━━━ Information

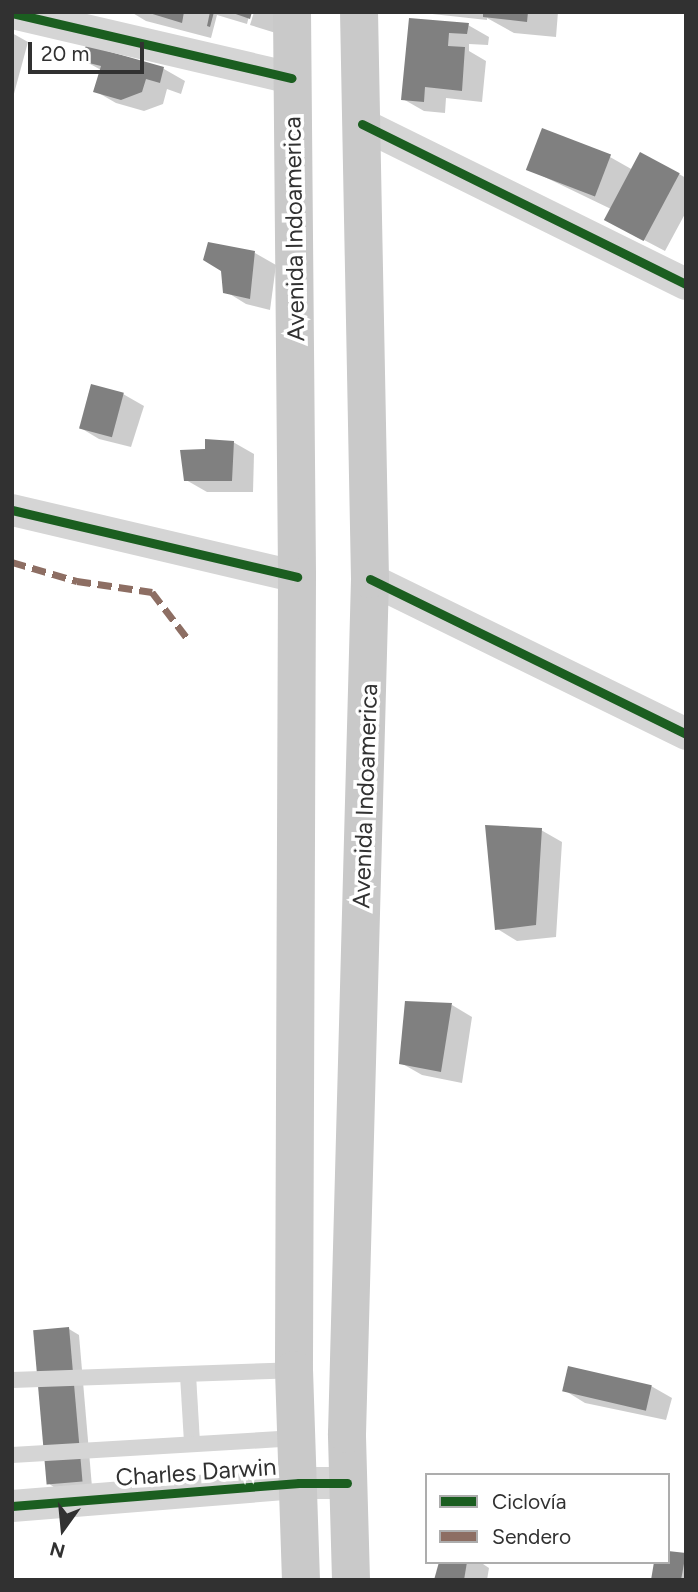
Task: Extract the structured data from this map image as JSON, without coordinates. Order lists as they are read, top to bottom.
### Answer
{
  "streets": {
    "main road": ["Avenida Indoamerica"],
    "street": ["Charles Darwin"]
  },
  "crossings": [
    ["Avenida Indoamerica", "Charles Darwin"]
  ],
  "legend": ["Ciclovía", "Sendero"],
  "scale_bar": "20 m",
  "north": "bottom"
}
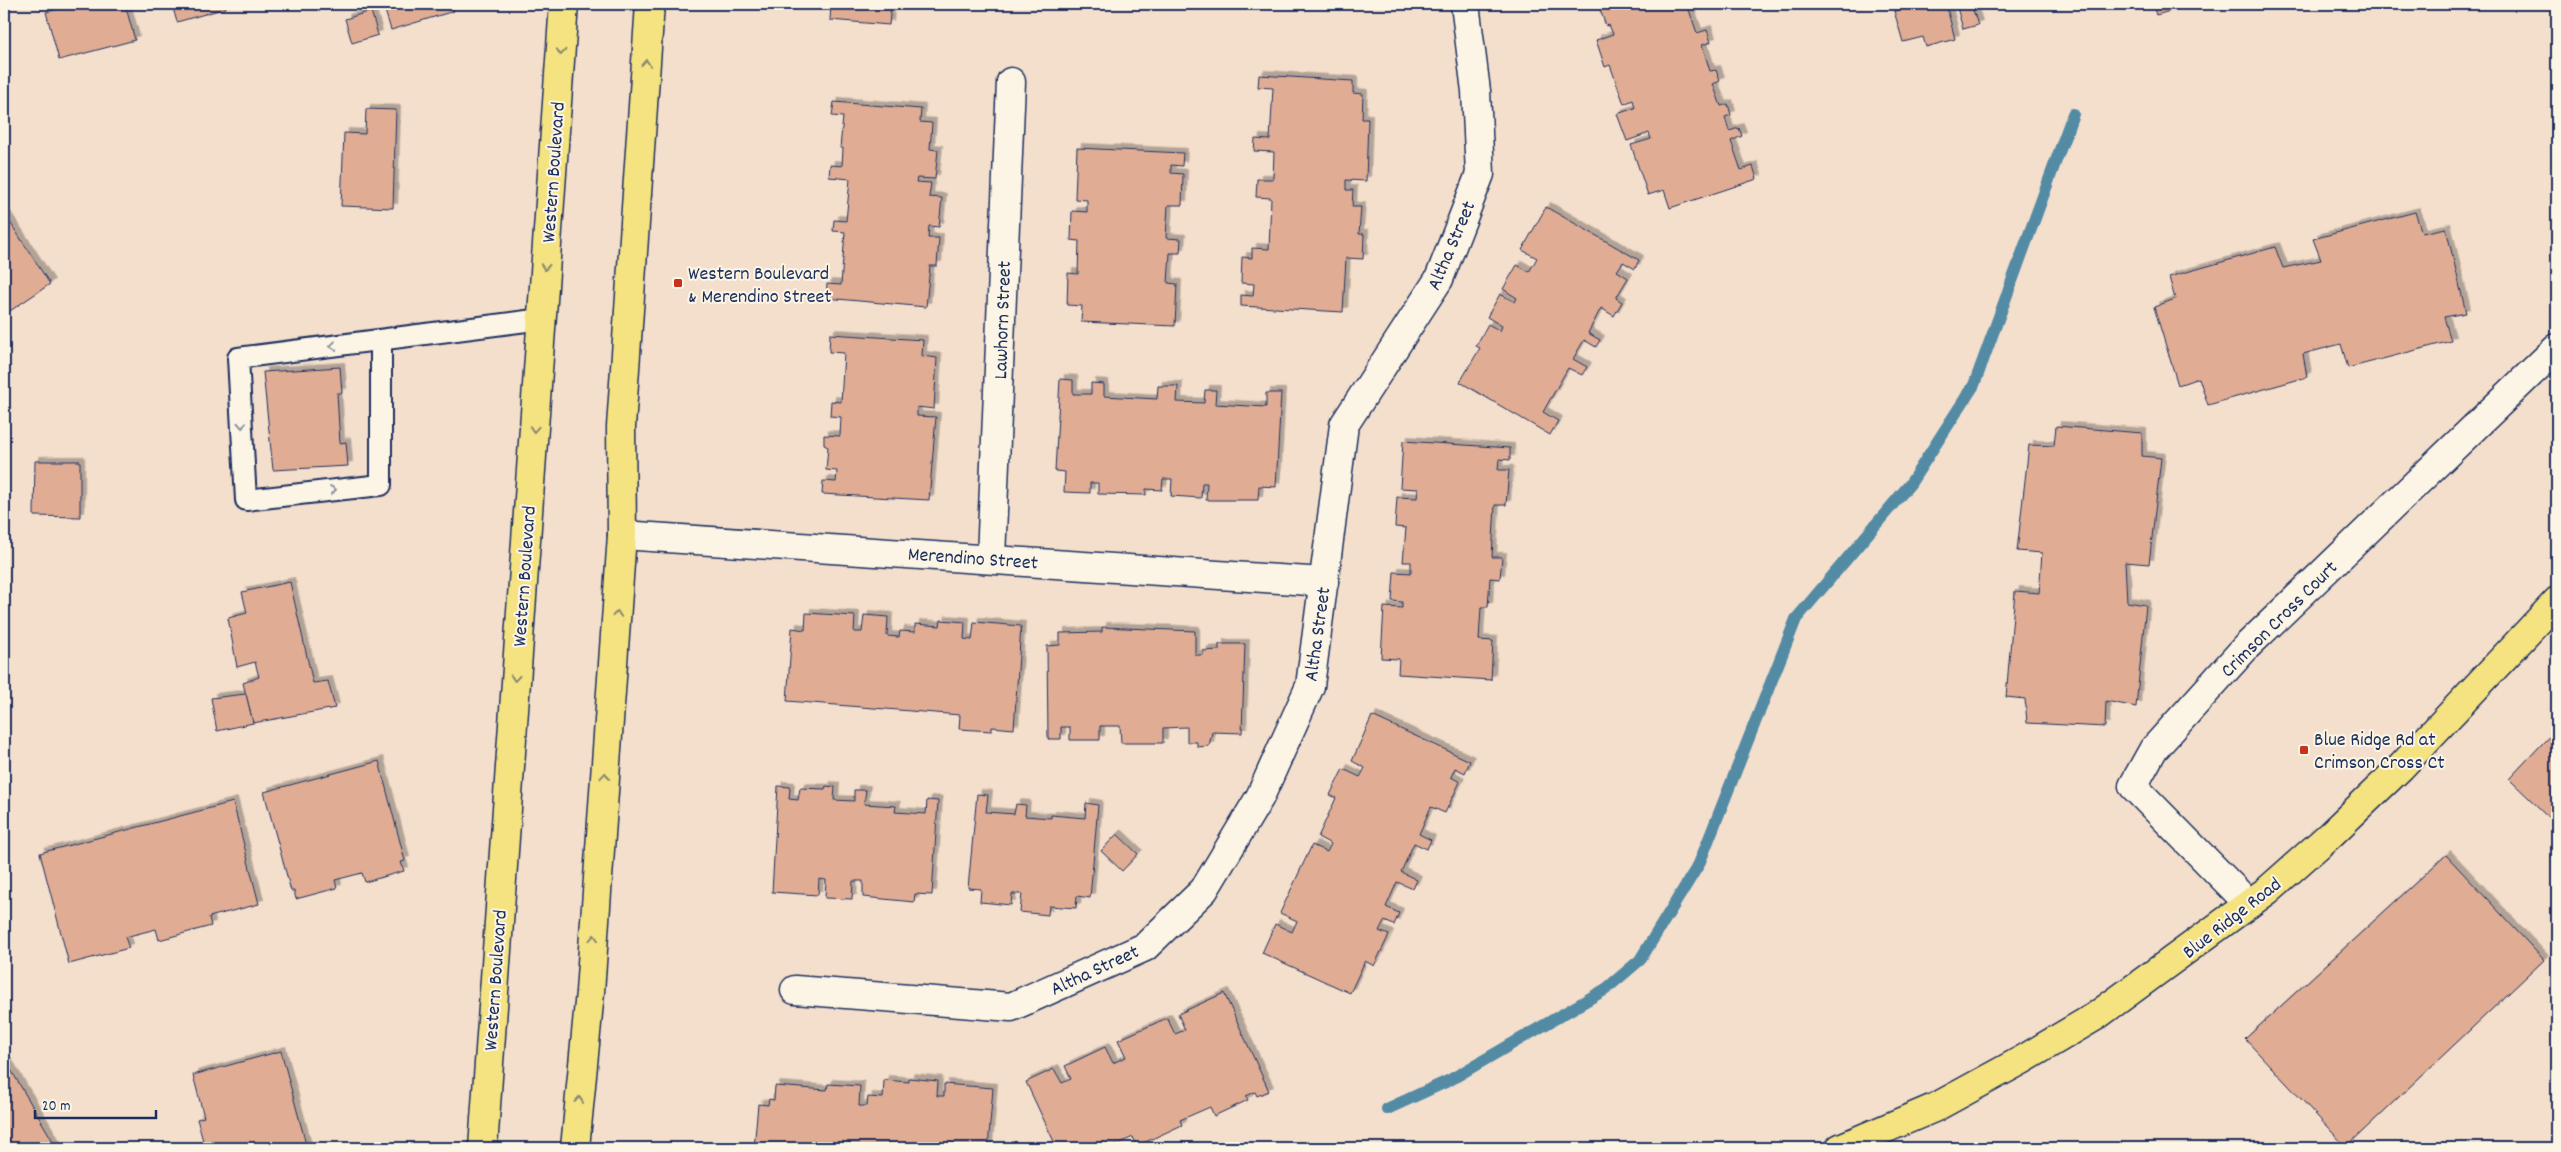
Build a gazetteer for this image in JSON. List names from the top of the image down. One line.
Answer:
{"streets":{"main road":["Western Boulevard","Blue Ridge Road"],"street":["Altha Street","Lawhorn Street","Merendino Street","Crimson Cross Court"]},"crossings":[["Altha Street","Merendino Street"],["Lawhorn Street","Merendino Street"],["Crimson Cross Court","Blue Ridge Road"]],"places":{"transit":["Western Boulevard & Merendino Street","Blue Ridge Rd at Crimson Cross Ct"]},"scale_bar":"20 m"}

━━━━━━

_What the task asks:_ All the material shown above is to be copied exactly, with no pictures carried over.

_Response area:_
Task: Extract the structured data from this map image as JSON, without coordinates. Order lists as they are read, top to bottom.
### Answer
{
  "streets": {
    "main road": ["Avenida Indoamerica"],
    "street": ["Charles Darwin"]
  },
  "crossings": [
    ["Avenida Indoamerica", "Charles Darwin"]
  ],
  "legend": ["Ciclovía", "Sendero"],
  "scale_bar": "20 m",
  "north": "bottom"
}
Build a gazetteer for this image in JSON. List names from the top of the image down. One line.
Answer:
{"streets":{"main road":["Western Boulevard","Blue Ridge Road"],"street":["Altha Street","Lawhorn Street","Merendino Street","Crimson Cross Court"]},"crossings":[["Altha Street","Merendino Street"],["Lawhorn Street","Merendino Street"],["Crimson Cross Court","Blue Ridge Road"]],"places":{"transit":["Western Boulevard & Merendino Street","Blue Ridge Rd at Crimson Cross Ct"]},"scale_bar":"20 m"}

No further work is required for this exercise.